Sql equivalent query for the above use case will be select by_user, count() from mycol group by by_user*.
在上面的示例中,我们按字段 by_user 对文档进行分组,并且在每次 by 用户出现时都会使前一个值加 1。下面列出了可用的聚合表达式。
In the above example, we have grouped documents by field by_user and on each occurrence of by user previous value of sum is incremented. Following is a list of available aggregation expressions.
Expression |
Description |
Example |
$sum |
Sums up the defined value from all documents in the collection. |
db.mycol.aggregate([{$group : {_id : "$by_user", num_tutorial : {$sum : "$likes"}}}]) |
$avg |
Calculates the average of all given values from all documents in the collection. |
db.mycol.aggregate([{$group : {_id : "$by_user", num_tutorial : {$avg : "$likes"}}}]) |
$min |
Gets the minimum of the corresponding values from all documents in the collection. |
db.mycol.aggregate([{$group : {_id : "$by_user", num_tutorial : {$min : "$likes"}}}]) |
$max |
Gets the maximum of the corresponding values from all documents in the collection. |
db.mycol.aggregate([{$group : {_id : "$by_user", num_tutorial : {$max : "$likes"}}}]) |
$push |
Inserts the value to an array in the resulting document. |
db.mycol.aggregate([{$group : {_id : "$by_user", url : {$push: "$url"}}}]) |
$addToSet |
Inserts the value to an array in the resulting document but does not create duplicates. |
db.mycol.aggregate([{$group : {_id : "$by_user", url : {$addToSet : "$url"}}}]) |
$first |
Gets the first document from the source documents according to the grouping. Typically this makes only sense together with some previously applied “$sort”-stage. |
db.mycol.aggregate([{$group : {_id : "$by_user", first_url : {$first : "$url"}}}]) |
$last |
Gets the last document from the source documents according to the grouping. Typically this makes only sense together with some previously applied “$sort”-stage. |
db.mycol.aggregate([{$group : {_id : "$by_user", last_url : {$last : "$url"}}}]) |
Pipeline Concept
在 UNIX 命令中,shell 管道表示在一些输入上执行操作并使用输出作为下一个命令的输入,依此类推的可能性。MongoDB 在聚合框架中也支持相同概念。有一组可能的阶段,每个阶段都将一组文档作为输入并生成一组结果文档(或管道末尾的最终结果 JSON 文档)。它随后依次可用于下一个阶段,依此类推。
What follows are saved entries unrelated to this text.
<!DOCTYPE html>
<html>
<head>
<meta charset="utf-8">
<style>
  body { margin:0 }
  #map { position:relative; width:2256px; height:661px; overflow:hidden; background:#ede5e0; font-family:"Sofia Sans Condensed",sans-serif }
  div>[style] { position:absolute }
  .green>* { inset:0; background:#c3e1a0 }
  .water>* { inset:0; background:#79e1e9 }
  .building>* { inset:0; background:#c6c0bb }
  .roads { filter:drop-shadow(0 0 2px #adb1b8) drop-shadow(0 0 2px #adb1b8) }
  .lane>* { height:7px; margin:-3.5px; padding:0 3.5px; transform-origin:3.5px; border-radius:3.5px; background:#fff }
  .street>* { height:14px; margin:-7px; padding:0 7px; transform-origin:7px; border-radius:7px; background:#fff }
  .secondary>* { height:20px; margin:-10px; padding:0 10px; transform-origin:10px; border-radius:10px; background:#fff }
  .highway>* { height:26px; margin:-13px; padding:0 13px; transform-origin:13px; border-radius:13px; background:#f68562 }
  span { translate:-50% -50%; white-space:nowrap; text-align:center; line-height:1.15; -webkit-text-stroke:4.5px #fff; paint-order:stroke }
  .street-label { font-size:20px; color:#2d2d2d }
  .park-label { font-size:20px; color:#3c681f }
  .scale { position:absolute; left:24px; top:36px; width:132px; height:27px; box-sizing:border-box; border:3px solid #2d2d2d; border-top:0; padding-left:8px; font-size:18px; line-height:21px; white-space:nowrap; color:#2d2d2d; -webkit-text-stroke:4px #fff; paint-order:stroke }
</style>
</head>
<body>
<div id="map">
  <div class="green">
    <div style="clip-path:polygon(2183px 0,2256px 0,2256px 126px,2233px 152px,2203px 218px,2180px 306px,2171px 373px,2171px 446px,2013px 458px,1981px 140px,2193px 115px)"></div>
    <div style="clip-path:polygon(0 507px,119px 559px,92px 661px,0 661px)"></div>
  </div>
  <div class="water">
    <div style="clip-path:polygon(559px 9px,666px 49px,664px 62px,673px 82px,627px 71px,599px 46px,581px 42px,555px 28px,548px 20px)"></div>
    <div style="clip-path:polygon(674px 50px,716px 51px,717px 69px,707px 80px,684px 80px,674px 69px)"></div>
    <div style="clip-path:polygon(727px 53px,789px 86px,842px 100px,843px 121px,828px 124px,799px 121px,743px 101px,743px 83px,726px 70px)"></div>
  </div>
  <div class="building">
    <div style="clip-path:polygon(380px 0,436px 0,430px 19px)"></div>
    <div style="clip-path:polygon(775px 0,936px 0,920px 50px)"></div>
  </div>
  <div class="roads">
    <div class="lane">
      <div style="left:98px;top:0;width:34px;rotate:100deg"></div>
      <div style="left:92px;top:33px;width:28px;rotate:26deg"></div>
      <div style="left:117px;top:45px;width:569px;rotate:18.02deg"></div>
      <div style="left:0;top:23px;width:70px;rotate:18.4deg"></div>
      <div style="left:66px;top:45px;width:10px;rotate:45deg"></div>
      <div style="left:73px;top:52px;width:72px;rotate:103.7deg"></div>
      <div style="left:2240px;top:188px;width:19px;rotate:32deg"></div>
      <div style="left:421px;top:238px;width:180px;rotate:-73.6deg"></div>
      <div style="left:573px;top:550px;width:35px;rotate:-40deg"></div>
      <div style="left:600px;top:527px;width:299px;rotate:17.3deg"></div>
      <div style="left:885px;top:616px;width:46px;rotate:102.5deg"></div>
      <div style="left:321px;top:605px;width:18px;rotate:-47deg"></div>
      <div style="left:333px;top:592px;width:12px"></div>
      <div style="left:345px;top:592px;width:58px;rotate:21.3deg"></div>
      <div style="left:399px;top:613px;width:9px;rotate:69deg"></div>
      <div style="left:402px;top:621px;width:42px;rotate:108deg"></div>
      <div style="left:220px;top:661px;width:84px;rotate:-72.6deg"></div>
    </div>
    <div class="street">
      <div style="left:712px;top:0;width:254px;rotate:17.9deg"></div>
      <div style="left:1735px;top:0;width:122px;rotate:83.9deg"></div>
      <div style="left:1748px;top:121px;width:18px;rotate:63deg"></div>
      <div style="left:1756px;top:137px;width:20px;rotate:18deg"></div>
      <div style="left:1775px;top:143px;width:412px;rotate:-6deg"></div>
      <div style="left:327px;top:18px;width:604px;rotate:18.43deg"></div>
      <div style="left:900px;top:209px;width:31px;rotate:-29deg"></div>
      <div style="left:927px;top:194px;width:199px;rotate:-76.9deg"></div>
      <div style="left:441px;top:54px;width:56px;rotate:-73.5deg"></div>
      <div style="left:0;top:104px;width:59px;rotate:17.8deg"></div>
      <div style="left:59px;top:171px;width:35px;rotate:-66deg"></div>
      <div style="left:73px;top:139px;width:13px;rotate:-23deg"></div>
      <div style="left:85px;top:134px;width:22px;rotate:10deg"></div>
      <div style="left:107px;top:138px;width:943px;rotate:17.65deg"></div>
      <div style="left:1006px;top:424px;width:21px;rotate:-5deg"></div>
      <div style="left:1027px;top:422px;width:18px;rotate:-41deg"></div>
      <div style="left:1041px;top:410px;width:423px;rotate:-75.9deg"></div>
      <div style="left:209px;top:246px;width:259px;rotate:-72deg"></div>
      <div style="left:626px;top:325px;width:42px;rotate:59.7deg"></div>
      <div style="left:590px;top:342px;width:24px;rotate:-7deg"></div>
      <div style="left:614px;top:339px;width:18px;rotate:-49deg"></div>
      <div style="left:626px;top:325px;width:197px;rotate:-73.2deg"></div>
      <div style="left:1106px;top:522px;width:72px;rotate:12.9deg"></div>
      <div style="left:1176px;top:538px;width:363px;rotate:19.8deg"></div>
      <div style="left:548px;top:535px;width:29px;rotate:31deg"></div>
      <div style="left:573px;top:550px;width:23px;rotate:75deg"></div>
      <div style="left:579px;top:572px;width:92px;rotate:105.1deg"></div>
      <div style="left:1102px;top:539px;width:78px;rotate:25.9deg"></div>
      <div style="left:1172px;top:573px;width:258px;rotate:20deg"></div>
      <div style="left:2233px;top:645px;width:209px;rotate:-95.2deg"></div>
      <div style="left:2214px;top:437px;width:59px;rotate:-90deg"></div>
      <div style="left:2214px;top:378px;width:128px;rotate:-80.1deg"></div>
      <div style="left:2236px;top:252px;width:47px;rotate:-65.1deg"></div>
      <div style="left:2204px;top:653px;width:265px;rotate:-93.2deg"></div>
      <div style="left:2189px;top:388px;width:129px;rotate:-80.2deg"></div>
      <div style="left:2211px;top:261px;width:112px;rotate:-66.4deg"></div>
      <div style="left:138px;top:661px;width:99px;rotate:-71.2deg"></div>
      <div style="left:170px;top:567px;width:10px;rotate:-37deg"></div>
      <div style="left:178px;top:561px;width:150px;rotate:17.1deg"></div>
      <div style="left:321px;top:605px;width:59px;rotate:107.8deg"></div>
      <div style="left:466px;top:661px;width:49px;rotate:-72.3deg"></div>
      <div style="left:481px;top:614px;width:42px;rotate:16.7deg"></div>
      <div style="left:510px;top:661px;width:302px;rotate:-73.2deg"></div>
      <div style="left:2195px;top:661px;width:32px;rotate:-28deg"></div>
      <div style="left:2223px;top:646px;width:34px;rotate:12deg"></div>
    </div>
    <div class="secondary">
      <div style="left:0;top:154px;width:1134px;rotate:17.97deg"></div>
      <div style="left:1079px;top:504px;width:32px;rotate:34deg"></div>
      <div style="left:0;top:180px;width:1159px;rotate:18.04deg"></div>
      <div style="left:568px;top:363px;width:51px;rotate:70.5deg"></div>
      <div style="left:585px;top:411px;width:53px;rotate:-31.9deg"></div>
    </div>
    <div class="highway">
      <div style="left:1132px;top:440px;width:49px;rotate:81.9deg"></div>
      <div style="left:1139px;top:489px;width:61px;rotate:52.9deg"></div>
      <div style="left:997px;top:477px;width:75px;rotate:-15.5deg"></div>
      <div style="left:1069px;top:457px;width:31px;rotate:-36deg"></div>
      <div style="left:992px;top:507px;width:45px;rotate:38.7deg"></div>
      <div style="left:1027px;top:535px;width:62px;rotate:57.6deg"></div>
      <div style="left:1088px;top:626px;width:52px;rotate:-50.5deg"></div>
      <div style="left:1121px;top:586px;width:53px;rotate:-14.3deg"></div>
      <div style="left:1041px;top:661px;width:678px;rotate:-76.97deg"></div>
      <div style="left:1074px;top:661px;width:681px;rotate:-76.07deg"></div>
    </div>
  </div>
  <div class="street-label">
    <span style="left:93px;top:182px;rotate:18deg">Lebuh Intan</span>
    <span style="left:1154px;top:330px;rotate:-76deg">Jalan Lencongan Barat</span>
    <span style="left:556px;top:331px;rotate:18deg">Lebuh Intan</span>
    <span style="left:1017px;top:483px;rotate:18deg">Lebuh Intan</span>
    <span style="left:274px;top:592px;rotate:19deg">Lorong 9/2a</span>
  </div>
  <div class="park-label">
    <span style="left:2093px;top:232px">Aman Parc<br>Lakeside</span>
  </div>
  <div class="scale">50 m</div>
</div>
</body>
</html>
In UNIX command, shell pipeline means the possibility to execute an operation on some input and use the output as the input for the next command and so on. MongoDB also supports same concept in aggregation framework. There is a set of possible stages and each of those is taken as a set of documents as an input and produces a resulting set of documents (or the final resulting JSON document at the end of the pipeline). This can then in turn be used for the next stage and so on.
聚合框架中的可能阶段如下:
Following are the possible stages in aggregation framework −
-
$project − Used to select some specific fields from a collection.
-
$match − This is a filtering operation and thus this can reduce the amount of documents that are given as input to the next stage.
-
$group − This does the actual aggregation as discussed above.
-
$sort − Sorts the documents.
-
$skip − With this, it is possible to skip forward in the list of documents for a given amount of documents.
-
$limit − This limits the amount of documents to look at, by the given number starting from the current positions.
-
$unwind − This is used to unwind document that are using arrays. When using an array, the data is kind of pre-joined and this operation will be undone with this to have individual documents again. Thus with this stage we will increase the amount of documents for the next stage.